What to work on:
All of the records below must be output exactly, with no pictures carried over.

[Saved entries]
>>>

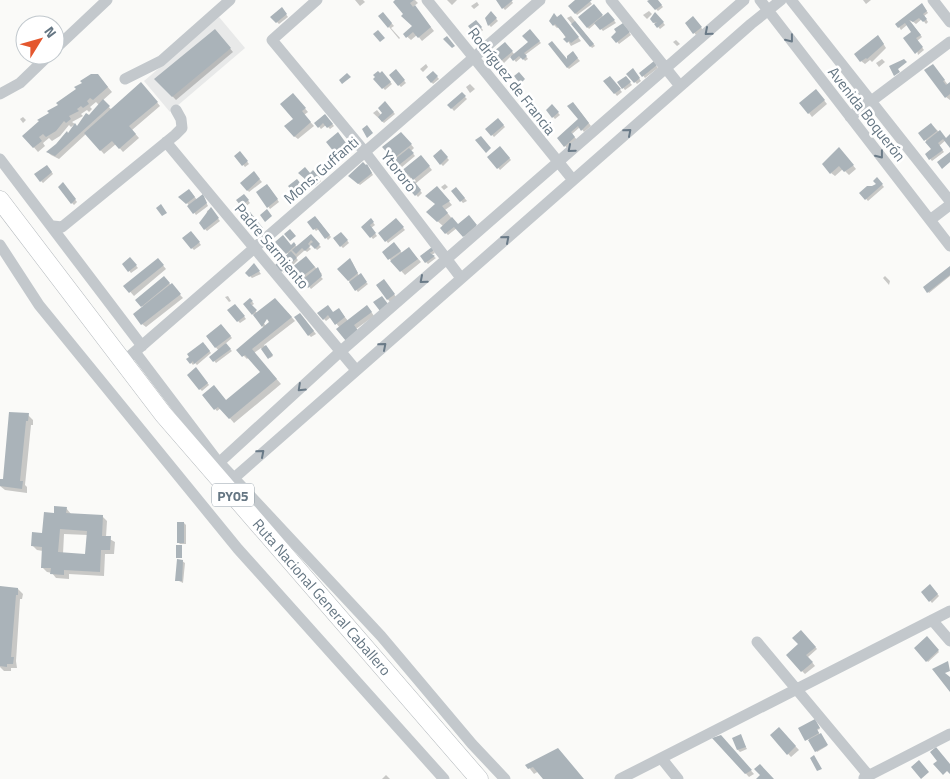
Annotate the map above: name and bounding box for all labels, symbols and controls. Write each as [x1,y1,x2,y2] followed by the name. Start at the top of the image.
[15,15,65,65] north arrow
[39,22,62,42] text: N
[463,22,562,140] street label: Rodríguez de Francia
[704,26,713,35] one-way arrow
[784,33,793,43] one-way arrow
[823,62,911,166] street label: Avenida Boquerón
[622,129,631,138] one-way arrow
[278,131,364,209] street label: Mons. Guffanti
[568,143,577,152] one-way arrow
[375,145,423,197] street label: Ytororo
[874,149,883,159] one-way arrow
[229,198,315,294] street label: Padre Sarmiento
[500,236,509,245] one-way arrow
[420,274,429,283] one-way arrow
[378,343,387,352] one-way arrow
[298,382,307,391] one-way arrow
[256,450,265,459] one-way arrow
[212,484,254,506] road number: PY05
[247,513,397,681] street label: Ruta Nacional General Caballero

<<<

Finished exercise:
Annotate the map above: name and bounding box for all labels, symbols and controls. Write each as [x1,y1,x2,y2] followed by the name. Start at the top of the image.
[15,15,65,65] north arrow
[39,22,62,42] text: N
[463,22,562,140] street label: Rodríguez de Francia
[704,26,713,35] one-way arrow
[784,33,793,43] one-way arrow
[823,62,911,166] street label: Avenida Boquerón
[622,129,631,138] one-way arrow
[278,131,364,209] street label: Mons. Guffanti
[568,143,577,152] one-way arrow
[375,145,423,197] street label: Ytororo
[874,149,883,159] one-way arrow
[229,198,315,294] street label: Padre Sarmiento
[500,236,509,245] one-way arrow
[420,274,429,283] one-way arrow
[378,343,387,352] one-way arrow
[298,382,307,391] one-way arrow
[256,450,265,459] one-way arrow
[212,484,254,506] road number: PY05
[247,513,397,681] street label: Ruta Nacional General Caballero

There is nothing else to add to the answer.